Showing posts with label add6. Show all posts
Showing posts with label add6. Show all posts

Tuesday, February 28, 2017

Four from the movies (1): Waxman, "Hotel Lobby Waltz"

Franz Waxman wrote the underscore for Rebecca (1940; produced by Selznick, directed by Hitchcock). Early in the film we hear the "Hotel Lobby Waltz." A reduced version of the tune in transcription, along with chord symbols, is given below. Some bars of the reduction have all the notes, others have a principal note only. As the transcription shows, the final cadence rises.


Here is a formal Schenkerian sketch, with annotations that mark action in the film. "Exterior" refers to the exterior of the hotel; "interior" is the cut to the hotel lobby. "He" of course is Laurence Olivier in character as Maxim de Winter. "On reprise" refers to the reprise following a trio: the overall design is waltz (AABA)-trio-waltz.  (The "Hotel Lobby Waltz," by the way, segues directly into the waltzes by Lanner and Strauss used in the breakfast scene.)


The waltz has a trio, which is sketched below.


A middleground/background sketch of the entire cue is here. The striking thing about the piece is certainly the "naturalization" of add6, so that the Urlinie is not ^5-^6-^7-^8 but only ^6-^7-^8.

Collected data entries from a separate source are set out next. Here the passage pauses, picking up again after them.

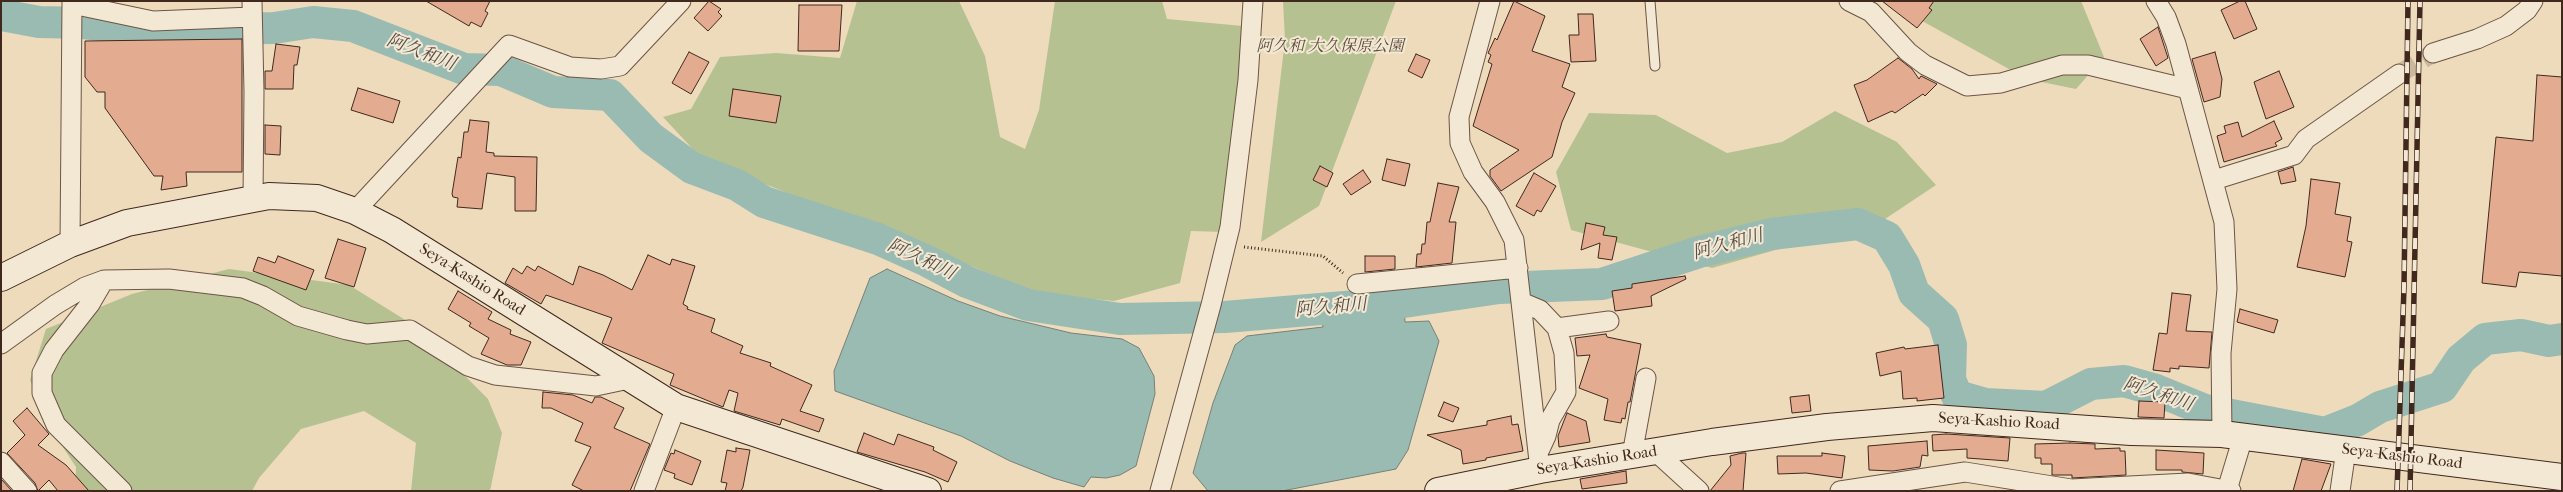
<!DOCTYPE html>
<meta charset="utf-8">
<style>
body{margin:0}
#map{position:relative;width:2563px;height:492px;overflow:hidden;background:#eddbbc;font-family:"IM FELL French Canon",serif}
canvas{display:block}
.frame{position:absolute;inset:0;border:2px solid #41281e;pointer-events:none}
</style>
<div id="map">
<canvas width="2563" height="492"></canvas>
<div class="frame"></div>
</div>
<script>
const c = document.querySelector('canvas').getContext('2d');
c.lineJoin = 'round';
function paint(path, color) { c.fillStyle = color; c.fill(path, 'evenodd'); }
const poly = rows => new Path2D(rows.map(r => 'M' + r).join(''));
function trace(path, color, width, dash) { c.strokeStyle = color; c.lineWidth = width; c.lineCap = dash ? 'butt' : 'round'; c.setLineDash(dash || []); c.stroke(path); }
function drawText(font, color, halo, rows, align = 'center') {
  c.font = font + ' "IM FELL French Canon","Noto Serif JP",serif'; c.lineWidth = 4; c.setLineDash([]); c.textBaseline = 'middle'; c.strokeStyle = halo; c.fillStyle = color; for (const [text, x, y, turn = 0] of rows) {
    c.save(); c.translate(x, y); c.rotate((+turn || 0) * Math.PI / 180); c.textAlign = isNaN(turn) ? turn : align; if (halo) c.strokeText(text, 0, 0); c.fillText(text, 0, 0); c.restore();
  }
}
const green = poly([
 [857,1,959,1,985,56,1000,137,1025,149,1039,110,1055,1,1162,1,1167,19,1243,26,1225,232,1191,231,1180,283,1114,301,1041,294,702,159,663,117,691,109,720,57,776,53,840,58],
 [1283,1,1396,1,1319,206,1261,242,1285,40],
 [1886,1,2081,1,2104,57,2076,89,2027,79],
 [1835,111,1897,142,1936,185,1885,219,1712,268,1571,230,1556,172,1589,113,1656,115,1727,153,1782,142],
 [229,269,349,285,415,326,488,399,502,433,490,491,411,491,416,443,364,411,301,429,259,478,252,491,75,491,76,467,53,432,30,380,46,329,132,294]
]);
const water = poly([
 [887,269,958,301,1000,316,1071,333,1122,339,1139,348,1154,376,1155,394,1136,466,1120,475,1106,478,1091,477,1084,487,1053,478,1010,461,961,436,835,391,834,371,870,278,887,269],
 [1404,302,1405,322,1429,321,1439,341,1408,450,1396,469,1282,491,1208,491,1193,473,1213,403,1235,345,1247,336,1323,327,1321,310,1404,302]
]);
const river = poly([
 [1,15,39,22,83,23,137,29,274,28,313,22,353,26,464,69,501,70,553,92,610,95,651,138,692,168,737,185,764,202,878,239,927,261,967,282,1028,305,1120,319,1225,317,1404,302,1499,288,1602,284,1699,252,1771,234,1858,224,1887,237,1904,265,1914,293,1943,319,1951,345,1950,380,1957,396,1985,404,2046,407,2091,384,2124,381,2156,390,2205,410,2325,433,2358,420,2380,407,2442,387,2461,359,2485,339,2521,335,2549,341,2562,339]
]);
const building = poly([
 [426,1,490,1,485,11,488,13,481,27,471,22,469,26,426,1],
 [709,1,721,9,718,12,722,16,708,31,694,18,709,1],
 [1514,1,1545,16,1532,51,1570,64,1562,87,1575,93,1562,122,1552,157,1501,191,1490,176,1490,170,1519,150,1473,126,1492,64,1488,62,1491,55,1488,53,1495,38,1497,40,1514,1],
 [1882,1,1934,1,1929,8,1932,10,1917,28,1882,1],
 [2240,1,2245,1,2257,29,2234,39,2221,10,2240,1],
 [799,5,842,5,839,51,798,51,799,5],
 [1578,14,1593,14,1596,61,1571,62,1569,35,1579,35,1578,14],
 [2158,27,2168,58,2156,66,2140,39,2158,27],
 [242,39,242,172,186,172,187,186,161,190,163,176,154,176,105,108,105,92,97,92,85,77,85,41,242,39],
 [276,44,300,47,297,65,294,65,293,89,265,89,265,71,272,71,276,44],
 [689,52,709,62,691,94,672,83,689,52],
 [2215,52,2222,79,2220,97,2204,102,2192,59,2215,52],
 [1416,54,1430,60,1422,78,1408,71,1416,54],
 [1898,58,1912,69,1919,79,1921,76,1937,84,1925,96,1923,94,1895,113,1892,111,1868,122,1854,85,1867,80,1898,58],
 [2279,71,2294,107,2266,119,2254,82,2279,71],
 [2537,75,2562,77,2562,276,2519,272,2516,287,2482,283,2496,137,2533,141,2537,75],
 [358,88,400,101,393,123,351,110,358,88],
 [733,89,781,96,776,123,729,116,733,89],
 [470,120,489,122,486,152,494,153,494,156,537,157,536,211,515,211,515,177,487,173,482,209,457,207,458,198,453,197,452,194,458,157,461,158,464,132,468,132,470,120],
 [2274,121,2282,139,2275,143,2277,146,2224,162,2217,136,2226,133,2224,126,2238,122,2242,137,2274,121],
 [265,125,281,126,280,155,265,154,265,125],
 [1387,159,1410,164,1405,186,1382,180,1387,159],
 [1320,166,1333,173,1327,187,1313,180,1320,166],
 [2293,167,2296,181,2281,184,2278,172,2293,167],
 [1363,170,1371,182,1351,195,1343,184,1363,170],
 [1534,173,1556,186,1541,212,1537,210,1534,216,1516,206,1534,173],
 [2311,179,2340,183,2335,214,2351,217,2347,241,2352,242,2345,277,2297,267,2306,226,2311,179],
 [1438,183,1459,187,1449,222,1456,222,1452,263,1416,267,1417,254,1421,254,1422,244,1425,244,1427,222,1430,222,1438,183],
 [1586,223,1605,227,1603,235,1617,237,1612,260,1598,258,1600,243,1581,250,1586,223],
 [338,239,366,248,354,287,325,278,338,239],
 [648,255,670,265,672,259,695,266,683,304,688,307,687,309,715,319,711,332,743,346,740,353,771,363,770,366,812,385,800,411,824,419,819,432,782,419,780,425,734,411,738,393,729,390,723,407,670,385,674,374,602,343,612,318,546,295,541,304,505,283,513,268,522,274,527,266,535,271,538,266,573,285,579,266,603,275,632,290,648,255],
 [278,256,314,270,306,290,253,271,258,257,275,263,278,256],
 [1365,256,1395,256,1395,269,1365,272,1365,256],
 [1685,276,1686,279,1651,296,1652,306,1615,311,1612,291,1632,288,1632,284,1685,276],
 [458,291,492,312,488,319,511,330,510,334,531,342,521,365,507,365,481,354,489,338,469,326,471,323,448,309,458,291],
 [2172,293,2191,295,2186,331,2212,332,2209,368,2179,366,2179,369,2170,368,2170,372,2153,370,2159,333,2167,334,2172,293],
 [2240,309,2278,320,2274,333,2237,322,2240,309],
 [1606,334,1607,337,1641,344,1630,402,1628,402,1625,419,1622,418,1621,423,1604,420,1608,399,1579,388,1590,355,1577,356,1575,338,1606,334],
 [1938,345,1944,398,1917,401,1917,398,1903,399,1901,371,1880,376,1876,353,1904,347,1905,349,1938,345],
 [543,392,573,395,592,403,595,397,601,397,624,408,614,428,650,444,630,491,584,491,572,485,591,447,575,441,583,423,551,408,542,408,543,392],
 [1809,395,1811,411,1792,413,1790,397,1809,395],
 [2139,401,2165,402,2164,418,2138,417,2139,401],
 [1444,402,1459,408,1453,422,1438,416,1444,402],
 [27,408,49,434,38,445,66,465,89,491,58,491,49,480,38,491,35,483,7,453,25,435,13,421,27,408],
 [1567,413,1586,421,1590,442,1559,447,1558,436,1567,413],
 [1511,416,1512,425,1518,424,1523,451,1486,458,1486,460,1463,464,1461,450,1427,435,1487,425,1487,421,1511,416],
 [864,433,894,445,898,434,934,447,933,450,957,462,948,482,925,472,857,452,864,433],
 [1946,434,2010,438,2008,461,1967,458,1967,449,1933,451,1932,435,1946,434],
 [1927,441,1928,456,1922,455,1920,467,1893,471,1869,470,1868,446,1927,441],
 [2070,443,2095,444,2095,449,2120,448,2120,451,2125,451,2126,475,2072,478,2072,475,2052,475,2052,464,2041,464,2041,458,2035,458,2035,444,2070,443],
 [736,448,750,450,743,487,741,491,725,491,727,483,721,482,727,450,736,452,736,448],
 [675,450,701,461,692,485,674,478,675,474,664,470,671,453,674,454,675,450],
 [2156,450,2204,453,2203,474,2182,472,2182,470,2156,470,2156,450],
 [1742,453,1746,453,1743,491,1710,491,1731,465,1730,456,1742,453],
 [1822,453,1845,456,1842,478,1806,473,1778,474,1777,456,1822,456,1822,453],
 [2302,459,2331,464,2321,491,2293,491,2302,459],
 [1626,471,1627,483,1582,489,1580,479,1626,471],
 [1,479,12,491,1,491,1,479]
]);
const minorTunnel = poly([
 [2399,74,2433,53]
]);
const path = poly([
 [1244,247,1323,256,1343,273]
]);
const service = poly([
 [1650,1,1655,66]
]);
const minor = poly([
 [252,1,254,92,253,199],
 [1490,1,1459,117,1460,143,1473,172,1495,202,1514,240,1540,470],
 [1849,1,1871,12,1908,52,1925,65,1967,86,2001,83,2062,65,2088,65,2188,89],
 [2156,1,2166,17,2176,44,2224,222,2227,289,2221,353,2222,434],
 [72,4,153,21,252,17],
 [2433,53,2477,39,2506,26,2527,10,2533,1],
 [2214,180,2294,155,2306,139,2399,74],
 [355,211,509,45,570,67,601,69,620,66,681,1],
 [70,244,72,1],
 [104,280,90,304,54,350,42,373,42,393,56,425,122,491],
 [1357,284,1518,268],
 [1521,302,1540,310,1557,328,1564,353,1566,392,1550,420,1546,436,1540,449],
 [1557,328,1609,321],
 [1,344,55,305,85,287,104,280,169,279,243,288,263,296,298,316,347,330,367,334,410,330,468,366,495,375,596,386,629,379],
 [1655,451,1699,491],
 [1632,455,1646,378],
 [1,462,27,491],
 [2227,490,2243,437],
 [644,491,676,407],
 [1160,491,1211,305,1230,227,1248,80,1253,1],
 [1840,491,1965,472,2071,489,2188,483,2231,491],
 [2340,491,2346,450]
]);
const secondary = poly([
 [1,278,70,244,127,223,269,196,317,198,355,211,392,230,676,407,928,491],
 [1438,491,1540,470,1712,442,1827,427,1933,418,2131,432,2222,434,2562,477]
]);
const rail = poly([
 [2397,491,2404,287,2408,1],
 [2410,491,2420,1]
]);
const parkNames = [
 ["阿久和 大久保原公園",1330,47]
];
const streetNames = [
 ["Seya-Kashio Road",472,280,32],
 ["Seya-Kashio Road",1999,422,3],
 ["Seya-Kashio Road",2402,457,7],
 ["Seya-Kashio Road",1597,461,-9]
];
const waterNames = [
 ["阿久和川",421,53,21],
 ["阿久和川",1728,245,-15],
 ["阿久和川",921,260,25],
 ["阿久和川",1331,308,-5],
 ["阿久和川",2158,395,18]
];
paint(green, '#b6c192');
paint(water, '#99bbb2');
trace(water, '#768077', 1);
trace(river, '#99bbb2', 32);
paint(building, '#e3ac90');
trace(building, '#41281e', 1);
trace(minorTunnel, '#cbb79c', 19, [19, 9]);
trace(service, '#6c5546', 11);
trace(minor, '#6c5546', 21);
trace(secondary, '#41281e', 28);
trace(path, '#41281e', 3, [1, 2.5]);
trace(service, '#f3e8d3', 9);
trace(minor, '#f3e8d3', 19);
trace(secondary, '#f3e8d3', 26);
trace(rail, '#41281e', 5.5);
trace(rail, '#f3e8d3', 4, [11]);
drawText('italic 16px', '#5e4e3b', '#f3e8d3', parkNames);
drawText('16px', '#41281e', '#f3e8d3', streetNames);
drawText('italic 18px', '#574d43', '#f3e8d3', waterNames);
</script>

Wednesday, January 4, 2017

Strauss, Künstlerleben (Artist's Life)

One of the better known waltzes of Johann Strauss, jr., Künstlerleben [Artist’s Life] has a number of features that are similar to those in the even more famous Blue Danube. One of the clearest tonic-with-add6 chords in the Strauss repertoire is in bars 4-5 of waltz 2 (below), and it appears again as the melody line comes back down (bars 12-13). This latter version, with the tonic chord in 6/4 position and acting as a cadential dominant, is more common in Strauss waltzes than the root position version that became the standard in most uses well into the twentieth century.


In the third waltz, the same scalar descending figure has different consequences: a V9 (first box) that resolves directly, a transient Iadd6 that follows, and an ECP (expanded cadential progression) whose ^6 over ii6 participates in the motivation to a very emphatic rising cadence gesture.


The last waltz in the set also makes much of the potential of ^6 for expression and coloration of harmony, starting in the first bar (arrow). Piling things on, Strauss directly resolves V9 (second arrow and bar 6) but with an intervening upper neighbor E6! The tonic as Iadd6 is particularly expressive with its repeated leaps to ^6 (double arrow and bars 6-8). The version of with the tonic chord in 6/4 position appears in bars 12-13. 


After all the above, the second strain is remarkably simple, involving a pair of rising cadences, the second of which even devolves to ^6 over a simple subdominant.